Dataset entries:
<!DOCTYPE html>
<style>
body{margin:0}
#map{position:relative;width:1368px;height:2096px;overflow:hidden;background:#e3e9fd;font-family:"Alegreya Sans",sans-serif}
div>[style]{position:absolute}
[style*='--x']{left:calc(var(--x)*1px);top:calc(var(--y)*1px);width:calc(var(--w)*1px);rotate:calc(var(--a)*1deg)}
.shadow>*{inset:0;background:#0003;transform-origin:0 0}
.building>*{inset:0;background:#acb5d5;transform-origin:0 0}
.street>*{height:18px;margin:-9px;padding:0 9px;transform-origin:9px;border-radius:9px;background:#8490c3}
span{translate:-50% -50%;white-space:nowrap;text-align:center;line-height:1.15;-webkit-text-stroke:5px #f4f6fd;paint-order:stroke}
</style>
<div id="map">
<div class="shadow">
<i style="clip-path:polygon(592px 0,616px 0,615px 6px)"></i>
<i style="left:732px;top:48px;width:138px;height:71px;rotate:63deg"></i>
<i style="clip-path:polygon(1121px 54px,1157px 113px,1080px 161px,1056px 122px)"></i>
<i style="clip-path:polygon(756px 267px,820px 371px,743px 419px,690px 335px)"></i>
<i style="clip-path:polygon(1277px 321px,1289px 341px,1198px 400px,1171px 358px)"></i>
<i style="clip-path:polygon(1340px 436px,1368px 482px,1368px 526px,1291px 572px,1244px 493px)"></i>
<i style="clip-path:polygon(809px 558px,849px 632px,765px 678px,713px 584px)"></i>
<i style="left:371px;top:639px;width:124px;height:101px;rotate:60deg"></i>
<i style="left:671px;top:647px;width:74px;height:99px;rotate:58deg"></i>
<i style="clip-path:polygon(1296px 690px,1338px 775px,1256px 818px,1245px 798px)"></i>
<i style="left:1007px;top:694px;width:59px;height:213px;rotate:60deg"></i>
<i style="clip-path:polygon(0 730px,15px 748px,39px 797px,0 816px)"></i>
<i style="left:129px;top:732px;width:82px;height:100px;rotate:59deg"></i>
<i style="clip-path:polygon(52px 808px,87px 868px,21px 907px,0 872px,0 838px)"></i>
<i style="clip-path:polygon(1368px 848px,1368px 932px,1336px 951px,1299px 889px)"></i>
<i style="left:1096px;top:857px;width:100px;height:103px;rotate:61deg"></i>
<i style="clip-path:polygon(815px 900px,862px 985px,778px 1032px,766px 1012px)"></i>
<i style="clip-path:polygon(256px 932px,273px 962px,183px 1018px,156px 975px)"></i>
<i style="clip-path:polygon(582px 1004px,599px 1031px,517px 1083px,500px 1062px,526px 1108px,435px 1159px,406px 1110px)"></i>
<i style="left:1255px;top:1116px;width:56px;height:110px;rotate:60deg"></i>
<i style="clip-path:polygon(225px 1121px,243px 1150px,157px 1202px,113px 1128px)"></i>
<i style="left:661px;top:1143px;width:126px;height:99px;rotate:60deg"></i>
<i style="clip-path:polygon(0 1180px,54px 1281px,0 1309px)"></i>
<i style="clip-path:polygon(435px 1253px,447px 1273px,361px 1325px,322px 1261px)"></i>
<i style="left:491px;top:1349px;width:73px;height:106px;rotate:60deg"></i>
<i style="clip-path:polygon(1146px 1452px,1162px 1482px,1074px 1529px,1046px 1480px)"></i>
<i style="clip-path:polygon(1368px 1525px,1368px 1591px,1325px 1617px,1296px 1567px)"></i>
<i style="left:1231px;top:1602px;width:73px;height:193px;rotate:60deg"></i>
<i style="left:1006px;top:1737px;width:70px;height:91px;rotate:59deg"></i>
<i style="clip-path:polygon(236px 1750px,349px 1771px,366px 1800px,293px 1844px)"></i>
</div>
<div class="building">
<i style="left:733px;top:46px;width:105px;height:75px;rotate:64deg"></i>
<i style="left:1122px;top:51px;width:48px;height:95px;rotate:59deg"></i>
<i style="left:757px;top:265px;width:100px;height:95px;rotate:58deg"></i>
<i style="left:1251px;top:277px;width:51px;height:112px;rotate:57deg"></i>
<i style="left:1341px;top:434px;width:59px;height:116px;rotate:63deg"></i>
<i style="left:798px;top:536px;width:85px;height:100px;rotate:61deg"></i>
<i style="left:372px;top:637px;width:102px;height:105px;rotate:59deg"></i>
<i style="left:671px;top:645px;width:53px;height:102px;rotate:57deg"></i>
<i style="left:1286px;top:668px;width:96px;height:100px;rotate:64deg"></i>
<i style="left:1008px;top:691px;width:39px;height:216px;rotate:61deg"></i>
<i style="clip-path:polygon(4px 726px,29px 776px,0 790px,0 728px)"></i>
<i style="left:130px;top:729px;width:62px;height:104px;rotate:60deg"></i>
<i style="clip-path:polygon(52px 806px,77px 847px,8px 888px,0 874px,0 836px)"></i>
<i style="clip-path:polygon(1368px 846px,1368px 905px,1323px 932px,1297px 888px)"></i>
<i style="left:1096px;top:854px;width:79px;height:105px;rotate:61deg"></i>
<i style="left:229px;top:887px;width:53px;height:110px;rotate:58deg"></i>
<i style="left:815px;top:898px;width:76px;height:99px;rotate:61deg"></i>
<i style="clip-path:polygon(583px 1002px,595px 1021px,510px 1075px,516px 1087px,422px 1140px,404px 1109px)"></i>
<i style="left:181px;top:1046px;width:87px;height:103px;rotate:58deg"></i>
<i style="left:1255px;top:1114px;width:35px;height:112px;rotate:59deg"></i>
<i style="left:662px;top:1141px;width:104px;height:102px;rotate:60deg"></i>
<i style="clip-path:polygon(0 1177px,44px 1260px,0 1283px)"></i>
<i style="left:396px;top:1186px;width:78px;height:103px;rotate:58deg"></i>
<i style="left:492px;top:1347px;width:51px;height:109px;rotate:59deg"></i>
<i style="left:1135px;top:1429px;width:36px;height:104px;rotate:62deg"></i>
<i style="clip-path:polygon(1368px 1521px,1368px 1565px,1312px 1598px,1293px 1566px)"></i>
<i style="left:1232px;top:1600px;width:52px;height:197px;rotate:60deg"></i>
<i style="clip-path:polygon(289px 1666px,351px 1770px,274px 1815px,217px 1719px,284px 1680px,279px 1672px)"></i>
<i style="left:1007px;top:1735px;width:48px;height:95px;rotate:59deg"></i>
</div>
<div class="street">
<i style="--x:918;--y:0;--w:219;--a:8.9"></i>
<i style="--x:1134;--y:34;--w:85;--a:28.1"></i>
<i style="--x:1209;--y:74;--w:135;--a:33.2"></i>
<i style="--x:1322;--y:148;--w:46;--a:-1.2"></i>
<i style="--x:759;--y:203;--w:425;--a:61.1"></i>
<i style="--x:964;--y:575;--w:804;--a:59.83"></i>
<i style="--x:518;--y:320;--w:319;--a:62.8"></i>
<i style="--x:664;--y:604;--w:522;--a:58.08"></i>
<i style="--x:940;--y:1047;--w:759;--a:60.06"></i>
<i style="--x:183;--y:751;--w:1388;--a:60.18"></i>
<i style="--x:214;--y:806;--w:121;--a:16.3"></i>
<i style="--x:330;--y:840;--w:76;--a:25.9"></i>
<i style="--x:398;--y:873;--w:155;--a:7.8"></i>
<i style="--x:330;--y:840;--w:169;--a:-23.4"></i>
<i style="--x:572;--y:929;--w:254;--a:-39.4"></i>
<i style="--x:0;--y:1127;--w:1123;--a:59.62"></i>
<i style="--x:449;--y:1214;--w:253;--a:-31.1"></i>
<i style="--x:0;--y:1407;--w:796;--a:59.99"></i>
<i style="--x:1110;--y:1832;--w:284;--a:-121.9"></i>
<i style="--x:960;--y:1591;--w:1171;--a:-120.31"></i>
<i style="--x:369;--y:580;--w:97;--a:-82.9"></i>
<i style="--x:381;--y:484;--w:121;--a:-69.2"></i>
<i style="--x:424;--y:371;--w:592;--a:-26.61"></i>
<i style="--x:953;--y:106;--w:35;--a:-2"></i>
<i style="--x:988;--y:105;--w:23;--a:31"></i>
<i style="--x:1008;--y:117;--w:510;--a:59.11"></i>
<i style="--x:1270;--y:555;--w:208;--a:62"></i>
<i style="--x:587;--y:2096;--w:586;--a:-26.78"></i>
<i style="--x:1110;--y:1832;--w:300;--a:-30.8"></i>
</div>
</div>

» **ABOUT THIS EXERCISE**
If a line in the data holds the word "shadow", count it, then state the total alone.

» **RESPONSE FOR THIS EXERCISE**
2